A final consideration concerns the experience of roughness in the chemical senses. The literature shows that, amongst different mouthfeel characteristics, astringency is associated with a “roughing” sensation. Astringency can be rightly considered a tactile sensation, as haptic roughness, resulting from the interaction between moving dermal surfaces, such as tongue–palate and tongue–food interactions (Chen & Stokes, 2012). However, an astringent mouthfeel has been linked to the roughness of the receptor surface rather than the surface being felt. Hence, it might be meaningful that people use a different term for mouthfeel and surface texture (i.e., astringency and roughness, respectively,19 perhaps denoting in this way a different perceived quality). And, probably, none would use the term astringency to describe visual shapes, fabrics, or sounds.

Pitfalls of the reviewed literature: Theoretical and methodological issues

As has become evident from this review, roughness perception has been thoroughly investigated over recent decades using a wide variety of behavioural and neurophysiological protocols, ranging from simple tactile discrimination tasks to the recordings of brain activations during multisensory perception. Hereinafter, we highlight some limitations of the reviewed literature and, in the section Future Research Questions and Methodologies in the Study of Roughness Perception, we outline a number of key directions for future research in the area of multisensory roughness perception.

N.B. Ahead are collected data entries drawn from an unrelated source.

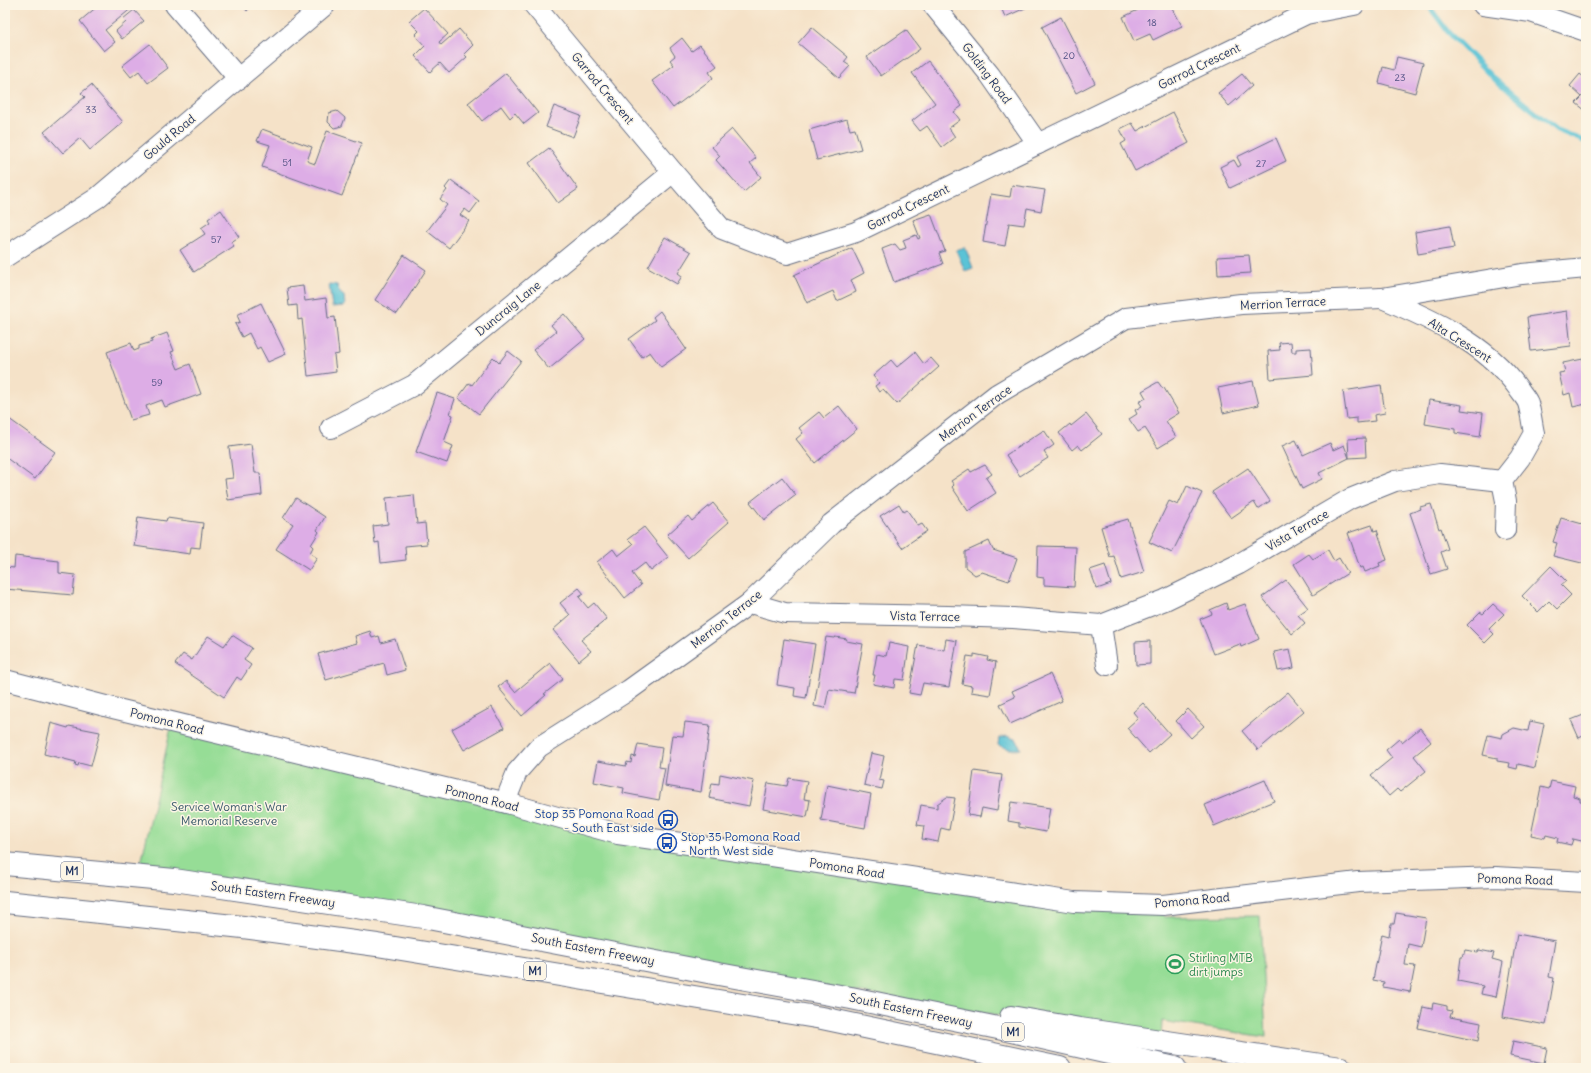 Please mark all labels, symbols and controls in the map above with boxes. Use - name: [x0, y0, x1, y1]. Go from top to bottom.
- house number: 18: [1147, 16, 1157, 29]
- street label: Golding Road: [959, 40, 1015, 106]
- street label: Garrod Crescent: [1156, 40, 1242, 92]
- street label: Garrod Crescent: [569, 49, 637, 127]
- house number: 20: [1063, 49, 1075, 62]
- house number: 23: [1394, 71, 1406, 84]
- house number: 33: [85, 103, 97, 116]
- street label: Gould Road: [140, 111, 198, 163]
- house number: 51: [282, 156, 292, 169]
- house number: 27: [1256, 157, 1266, 170]
- street label: Garrod Crescent: [865, 181, 951, 233]
- house number: 57: [211, 233, 221, 246]
- street label: Duncraig Lane: [473, 277, 543, 339]
- street label: Merrion Terrace: [1240, 293, 1326, 313]
- street label: Alta Crescent: [1426, 315, 1494, 365]
- house number: 59: [151, 376, 163, 389]
- street label: Merrion Terrace: [936, 382, 1014, 444]
- street label: Vista Terrace: [1263, 506, 1331, 554]
- street label: Merrion Terrace: [688, 587, 764, 651]
- street label: Vista Terrace: [890, 608, 960, 624]
- street label: Pomona Road: [128, 705, 206, 737]
- street label: Pomona Road: [443, 782, 521, 814]
- park label: Service Woman's War Memorial Reserve: [171, 799, 287, 828]
- place label: Stop 35 Pomona Road - South East side: [535, 806, 654, 835]
- bus stop icon: Stop 35 Pomona Road - South East side: [657, 809, 679, 831]
- place label: Stop 35 Pomona Road - North West side: [681, 829, 800, 858]
- bus stop icon: Stop 35 Pomona Road - North West side: [656, 832, 678, 854]
- street label: Pomona Road: [808, 855, 886, 881]
- road number: M1: [61, 862, 83, 880]
- street label: Pomona Road: [1477, 870, 1553, 888]
- street label: South Eastern Freeway: [210, 878, 336, 910]
- street label: Pomona Road: [1154, 889, 1230, 911]
- street label: South Eastern Freeway: [530, 930, 656, 968]
- place label: Stirling MTB dirt jumps: [1189, 950, 1253, 979]
- sports icon: Stirling MTB dirt jumps: [1164, 953, 1186, 975]
- road number: M1: [524, 962, 546, 980]
- street label: South Eastern Freeway: [848, 990, 974, 1030]
- road number: M1: [1002, 1023, 1024, 1041]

First, despite the impressive abundance and relative consistency of the accumulated evidence, the effort put in trying to replicate and strengthen previous evidence has been apparently scarce (with some exceptions, such as the works by Lederman). However, the knowledge on roughness perception would surely benefit from replication studies with larger samples and refined experimental protocols that might shed further light on those issues that were not completely explained by previous research (e.g., the role of spatial and temporal processing in the perception of fine surface texture). Relatedly, while several cross-cultural protocols have been carried out to investigate the unimodal perception of roughness (especially in audition, e.g., McDermott et al., 2016), cross-cultural approaches to the study of crossmodal perception of roughness are still scarce (see, e.g., Wan et al., 2014), thus leaving open the question about the universality of the observed crossmodal matchings (cf. Henrich et al., 2010).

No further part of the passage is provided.